Data items:
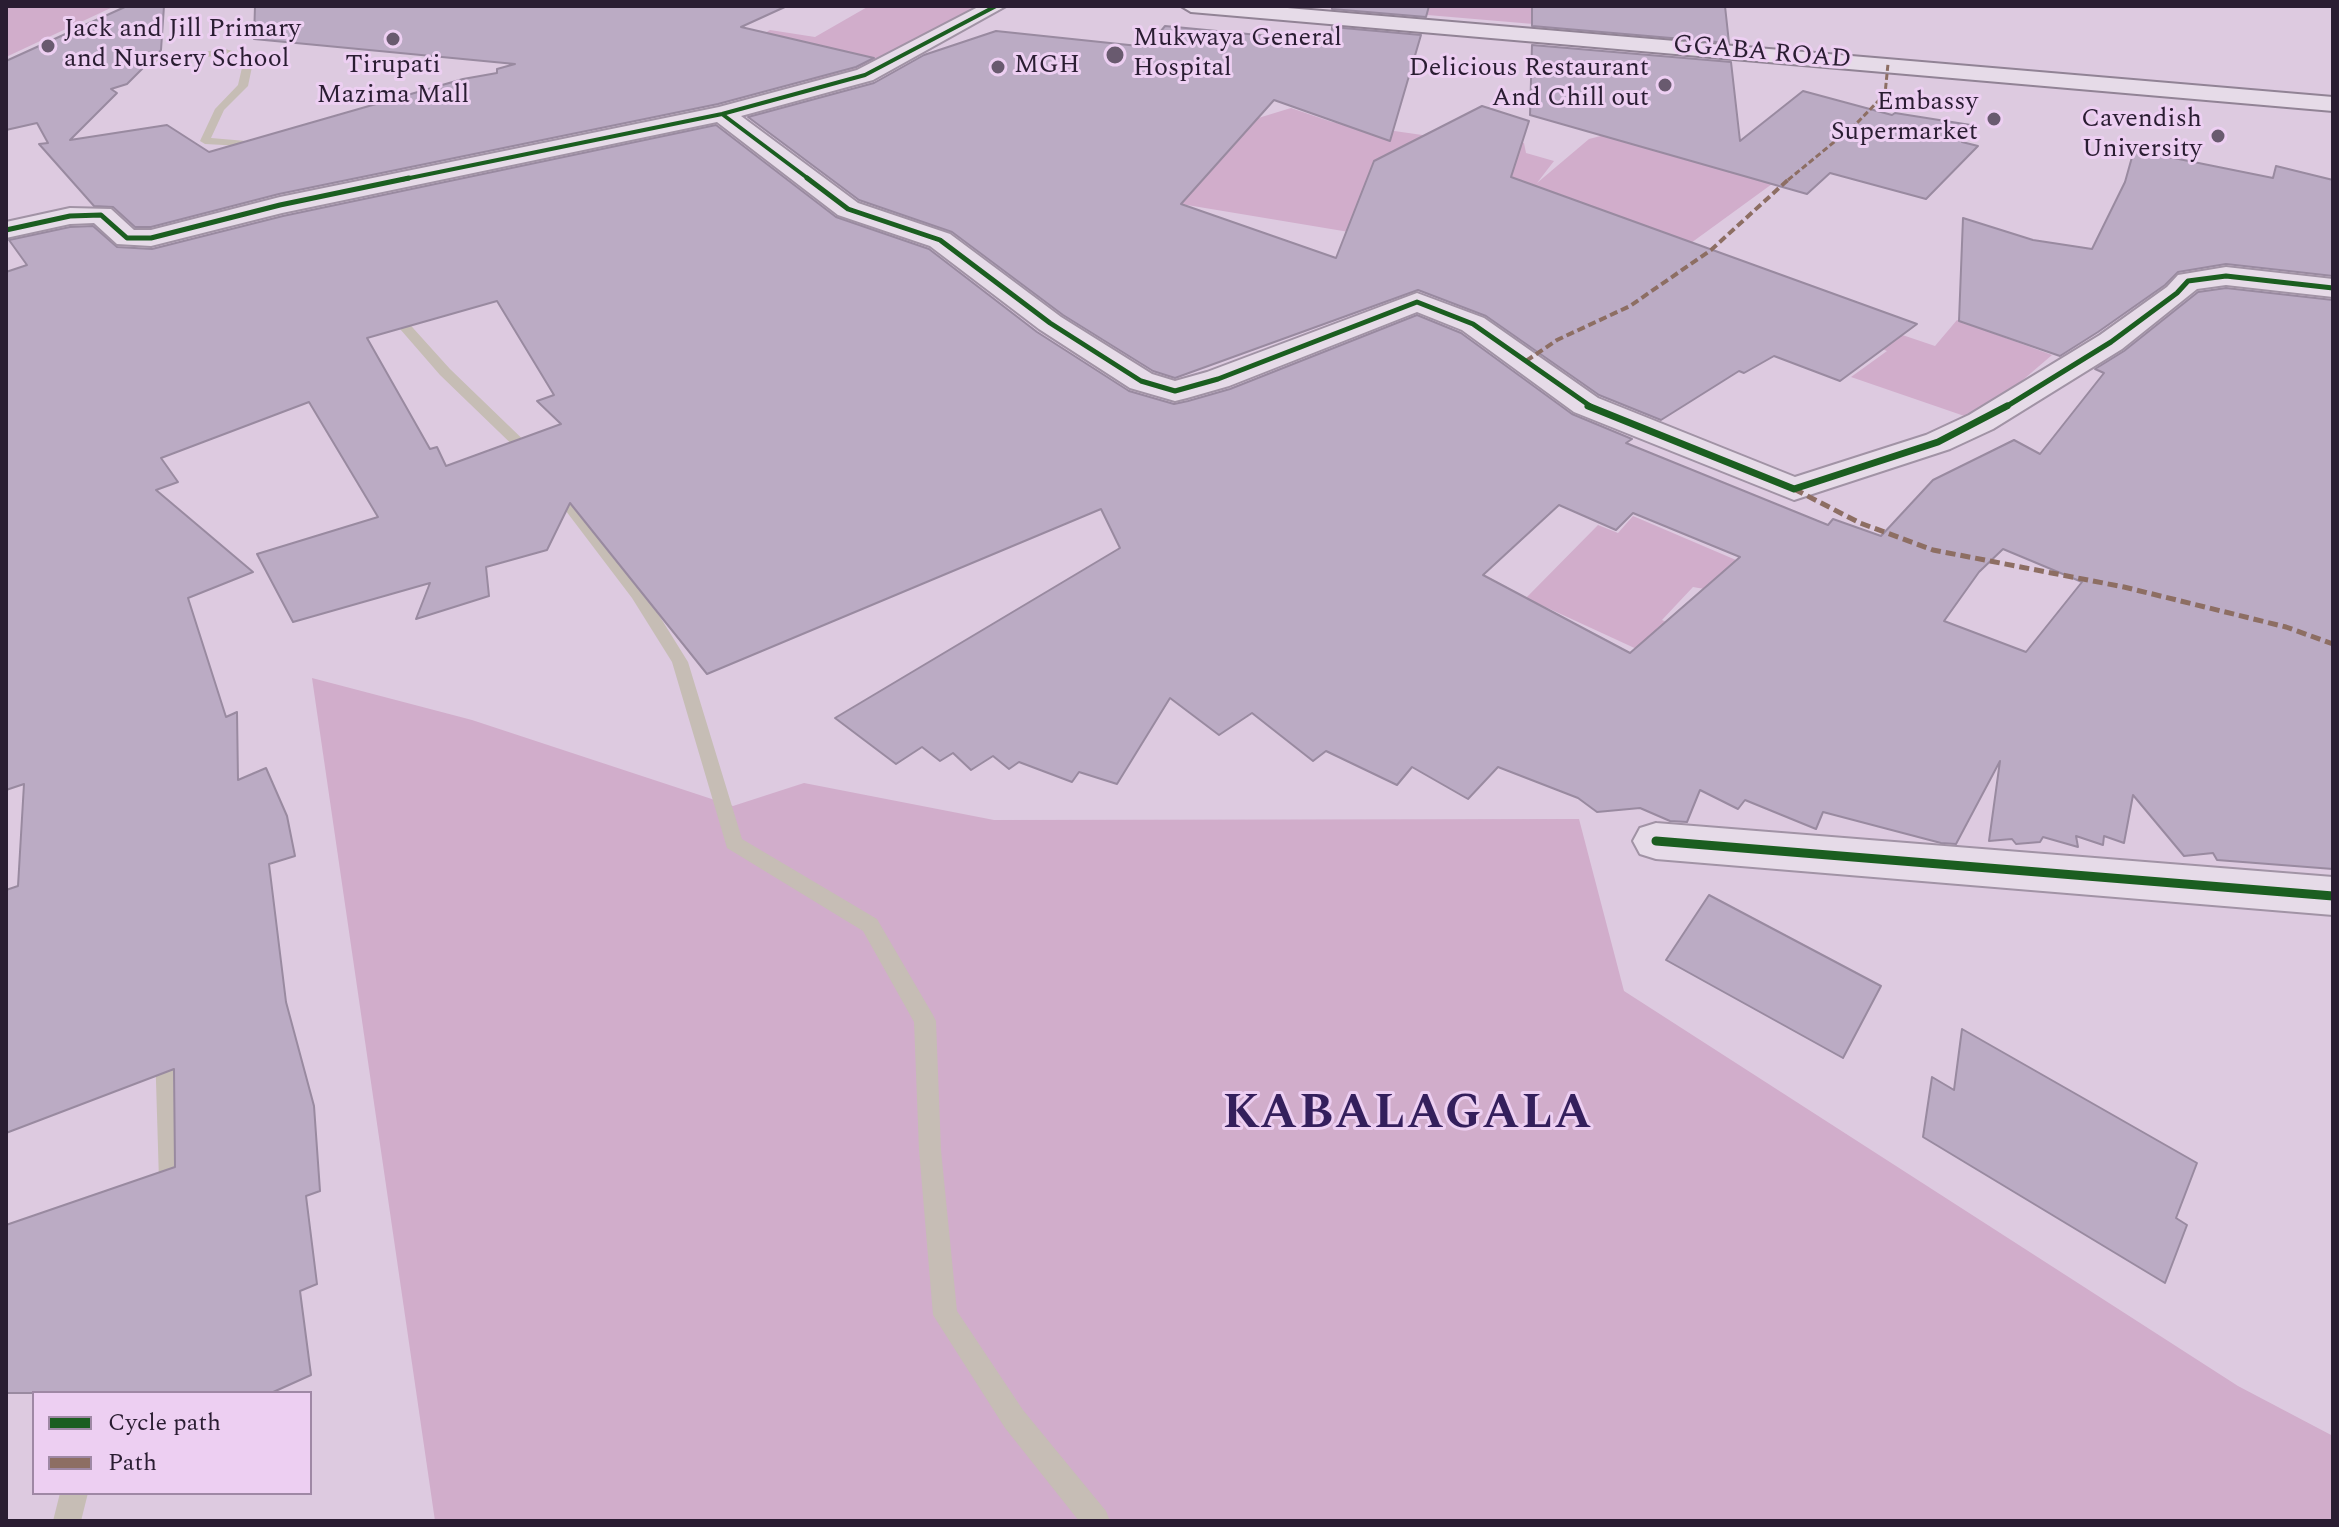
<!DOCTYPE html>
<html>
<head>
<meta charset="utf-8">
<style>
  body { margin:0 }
  #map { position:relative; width:2339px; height:1527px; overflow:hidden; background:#ddcae0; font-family:Spectral,serif }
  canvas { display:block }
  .frame { position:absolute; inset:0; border:8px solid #2a1d32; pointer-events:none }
  .legend { position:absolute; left:32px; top:1391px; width:280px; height:104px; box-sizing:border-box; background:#edcff2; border:2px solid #9f88a5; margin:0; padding:10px 14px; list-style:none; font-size:24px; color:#2a1d32 }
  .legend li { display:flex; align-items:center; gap:16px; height:40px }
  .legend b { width:40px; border:2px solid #9f88a5 }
</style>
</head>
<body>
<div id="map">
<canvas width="2339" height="1527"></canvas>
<div class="frame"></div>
<ul class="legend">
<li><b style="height:10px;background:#1b5e20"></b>Cycle path</li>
<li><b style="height:10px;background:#8d6e63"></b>Path</li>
</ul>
</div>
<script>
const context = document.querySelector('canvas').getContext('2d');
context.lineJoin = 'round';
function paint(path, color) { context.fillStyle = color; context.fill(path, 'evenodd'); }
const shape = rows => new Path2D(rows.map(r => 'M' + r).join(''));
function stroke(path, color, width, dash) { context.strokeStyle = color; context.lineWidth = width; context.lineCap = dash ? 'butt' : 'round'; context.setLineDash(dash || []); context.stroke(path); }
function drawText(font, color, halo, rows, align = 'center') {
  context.font = font + ' Spectral,serif'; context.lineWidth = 6; context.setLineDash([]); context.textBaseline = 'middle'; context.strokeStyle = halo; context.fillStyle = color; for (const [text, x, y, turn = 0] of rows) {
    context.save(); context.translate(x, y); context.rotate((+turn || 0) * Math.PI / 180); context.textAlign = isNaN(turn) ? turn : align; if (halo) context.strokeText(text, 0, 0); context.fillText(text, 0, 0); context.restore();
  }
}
paint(shape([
  [6,6,115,6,6,57],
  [869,6,977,6,880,62,812,82,737,50,770,30,815,37],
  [1322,6,1549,6,1545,25],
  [1291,108,1332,122,1443,138,1475,126,1524,143,1526,153,1554,161,1537,183,1589,139,1624,130,1783,176,1614,299,1367,235,1049,182],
  [1858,320,1935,346,1957,320,2052,355,1976,420,1851,377,1887,351,1833,329],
  [1633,516,1736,560,1710,590,1693,587,1662,620,1721,649,1693,675,1526,598,1598,525,1618,533],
  [312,678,472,720,733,806,804,783,994,820,1579,819,1624,991,2238,1386,2333,1436,2333,1521,435,1521]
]), '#d1adcb');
paint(shape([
  [225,49,254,57,248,86,224,110,211,138,246,141,247,143,242,146,205,144,200,141,215,109,238,85,244,59,225,55,129,65,124,62,225,49],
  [387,308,395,308,450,369,537,453,537,459,527,459,440,375,387,314,387,308],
  [554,482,559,483,644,591,688,662,742,839,877,919,933,1015,936,1021,941,1150,957,1311,1023,1410,1106,1511,1110,1521,1079,1521,1005,1428,933,1315,919,1150,914,1022,863,931,727,848,672,662,632,598,547,486,554,482],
  [166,1039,174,1041,177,1048,183,1181,175,1198,167,1201,159,1198,155,1190,159,1181,155,1048,158,1041,166,1039],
  [60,1493,88,1493,81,1521,53,1521,60,1493]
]), '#c6bdb5');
const building = shape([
  [127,6,164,6,161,50,127,84,111,89,117,93,70,140,167,125,209,152,463,79,497,73,497,69,515,64,254,39,255,6,787,6,741,27,874,58,856,67,718,104,279,194,151,227,135,227,113,207,94,206,39,144,48,143,37,123,6,130,6,61,127,6],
  [1332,6,1429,6,1426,17,1332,9,1332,6],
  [1532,6,1725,6,1729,43,1532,26,1532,6],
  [1165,26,1331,42,1332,27,1421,35,1390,141,1274,100,1181,204,1336,258,1374,161,1482,106,1529,121,1511,177,1917,324,1840,381,1774,356,1744,373,1739,371,1661,420,1599,395,1486,316,1418,290,1175,378,1153,371,1063,315,952,232,859,200,748,117,874,83,924,55,996,31,1148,47,1165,26],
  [1532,45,1731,62,1740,141,1803,91,1892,115,1895,113,1977,126,1962,142,1978,146,1926,199,1830,173,1807,194,1530,115,1532,45],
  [716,125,836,217,929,249,1037,332,1129,391,1174,404,1188,401,1230,389,1417,315,1461,333,1572,414,1632,439,1626,443,1828,525,1833,519,1881,536,1933,480,2014,440,2040,454,2104,373,2095,369,2124,351,2198,292,2226,288,2333,300,2333,869,2217,860,2213,853,2184,856,2133,795,2124,843,2104,836,2103,845,2076,836,2078,847,2043,837,2040,842,2016,844,2012,839,1989,841,2000,761,1956,844,1941,843,1823,812,1816,829,1745,800,1738,809,1700,790,1687,822,1670,821,1640,808,1597,812,1578,798,1498,767,1468,799,1412,767,1397,785,1326,751,1313,761,1252,713,1219,735,1170,698,1117,784,1079,772,1072,782,1019,762,1009,769,993,756,971,770,953,753,940,761,922,747,896,764,835,718,1120,548,1101,509,707,674,570,503,547,550,486,567,489,596,416,619,430,583,293,622,257,554,378,517,309,402,161,458,178,482,156,490,253,572,188,598,226,717,237,712,238,780,266,768,287,816,295,856,269,864,286,1002,314,1106,320,1191,306,1196,317,1284,300,1291,311,1375,271,1393,6,1393,6,1225,175,1167,174,1069,6,1133,6,890,18,886,24,784,6,790,6,272,27,265,9,240,70,227,93,226,117,247,152,249,283,216,716,125],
  [497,301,554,395,537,401,561,424,446,466,437,447,430,449,367,338,497,301],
  [1559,505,1616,530,1633,513,1740,557,1630,653,1483,575,1559,505],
  [2003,549,2082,582,2026,652,1944,621,1979,572,2003,549],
  [2134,150,2273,178,2276,166,2333,180,2333,276,2226,264,2178,272,2165,285,2098,332,2060,356,1959,321,1963,218,2033,240,2092,249,2125,182,2134,150],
  [1709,895,1881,986,1843,1058,1666,960,1709,895],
  [1962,1029,2197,1163,2176,1218,2187,1225,2165,1283,1923,1137,1932,1077,1954,1090,1962,1029]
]);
paint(building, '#bbabc4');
stroke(building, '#998aa0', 2);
const minor = shape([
  [980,6,1006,6,873,80,741,116,858,203,950,234,1061,317,1152,374,1175,381,1207,372,1417,293,1484,318,1598,398,1795,477,1926,435,1969,415,2100,335,2167,287,2178,275,2226,267,2333,279,2333,297,2226,285,2197,289,2122,349,1993,429,1950,449,1794,500,1574,412,1462,330,1417,312,1229,386,1187,398,1175,401,1130,388,1039,329,930,246,838,215,717,122,282,213,151,246,117,244,94,223,70,224,6,238,6,222,70,208,111,209,134,230,151,230,280,197,719,107,857,70,980,6],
  [1656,823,2333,877,2333,915,1656,859,1640,854,1633,841,1640,828,1656,823]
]);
const secondary = shape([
  [1181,6,1264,6,2333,97,2333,111,1191,12,1181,6]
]);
stroke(minor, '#a193a5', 4);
stroke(secondary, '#918395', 4);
paint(minor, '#e6dbe8');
paint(secondary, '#e6dbe8');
stroke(shape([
  [1788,180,1856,124,1885,94,1888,64]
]), '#8d6e63', 3, [6, 3]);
stroke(shape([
  [1526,361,1557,340,1630,306,1711,250,1790,178]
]), '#8d6e63', 4, [8, 4]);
stroke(shape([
  [1794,489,1860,523,1933,550,2124,587,2286,627,2333,644]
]), '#8d6e63', 5, [10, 5]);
stroke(shape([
  [722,114,810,180],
  [400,180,722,114,865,75,996,6]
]), '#1b5e20', 4);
stroke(shape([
  [807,178,848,209,940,240,1050,323,1141,381,1175,391,1218,379,1417,302,1473,324,1593,408],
  [6,230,70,216,101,215,127,238,151,238,280,205,409,178],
  [2004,408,2111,342,2177,293,2188,281,2226,276,2333,288]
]), '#1b5e20', 5);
stroke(shape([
  [1588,406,1794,489,1938,442,2007,406]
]), '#1b5e20', 7);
stroke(shape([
  [1656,841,2333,896]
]), '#1b5e20', 9);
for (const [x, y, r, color] of [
  [393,39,8,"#695a6f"],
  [48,46,8,"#695a6f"],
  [1115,55,10,"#695a6f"],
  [998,67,8,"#695a6f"],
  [1665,85,8,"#695a6f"],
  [1994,119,8,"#695a6f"],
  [2218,136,8,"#695a6f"]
]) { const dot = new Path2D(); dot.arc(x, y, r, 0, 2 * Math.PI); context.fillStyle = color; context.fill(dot); stroke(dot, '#edcff2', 3); }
drawText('26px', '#2a1d32', '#edcff2', [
  ["Jack and Jill Primary",64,31],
  ["and Nursery School",64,61],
  ["Mukwaya General",1133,40],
  ["Hospital",1133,70],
  ["Tirupati",393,67,"center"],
  ["Mazima Mall",393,97,"center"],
  ["MGH",1014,67],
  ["Delicious Restaurant",1649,70,"right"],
  ["And Chill out",1649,100,"right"],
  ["Embassy",1978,104,"right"],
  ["Supermarket",1978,134,"right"],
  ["Cavendish",2202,121,"right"],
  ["University",2202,151,"right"]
], 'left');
drawText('26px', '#2a1d32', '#edcff2', [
  ["GGABA ROAD",1762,54,5]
]);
context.letterSpacing = '2px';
drawText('bold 48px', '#341f5c', '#edcff2', [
  ["KABALAGALA",1408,1118]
]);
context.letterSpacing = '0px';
</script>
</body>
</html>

→ ASSIGNED TASK: An exact copy of the lines above, from the first through the line that holds "const shape = rows", is what is needed; leave the pictures out.

→ FINISHED TASK:
<!DOCTYPE html>
<html>
<head>
<meta charset="utf-8">
<style>
  body { margin:0 }
  #map { position:relative; width:2339px; height:1527px; overflow:hidden; background:#ddcae0; font-family:Spectral,serif }
  canvas { display:block }
  .frame { position:absolute; inset:0; border:8px solid #2a1d32; pointer-events:none }
  .legend { position:absolute; left:32px; top:1391px; width:280px; height:104px; box-sizing:border-box; background:#edcff2; border:2px solid #9f88a5; margin:0; padding:10px 14px; list-style:none; font-size:24px; color:#2a1d32 }
  .legend li { display:flex; align-items:center; gap:16px; height:40px }
  .legend b { width:40px; border:2px solid #9f88a5 }
</style>
</head>
<body>
<div id="map">
<canvas width="2339" height="1527"></canvas>
<div class="frame"></div>
<ul class="legend">
<li><b style="height:10px;background:#1b5e20"></b>Cycle path</li>
<li><b style="height:10px;background:#8d6e63"></b>Path</li>
</ul>
</div>
<script>
const context = document.querySelector('canvas').getContext('2d');
context.lineJoin = 'round';
function paint(path, color) { context.fillStyle = color; context.fill(path, 'evenodd'); }
const shape = rows => new Path2D(rows.map(r => 'M' + r).join(''));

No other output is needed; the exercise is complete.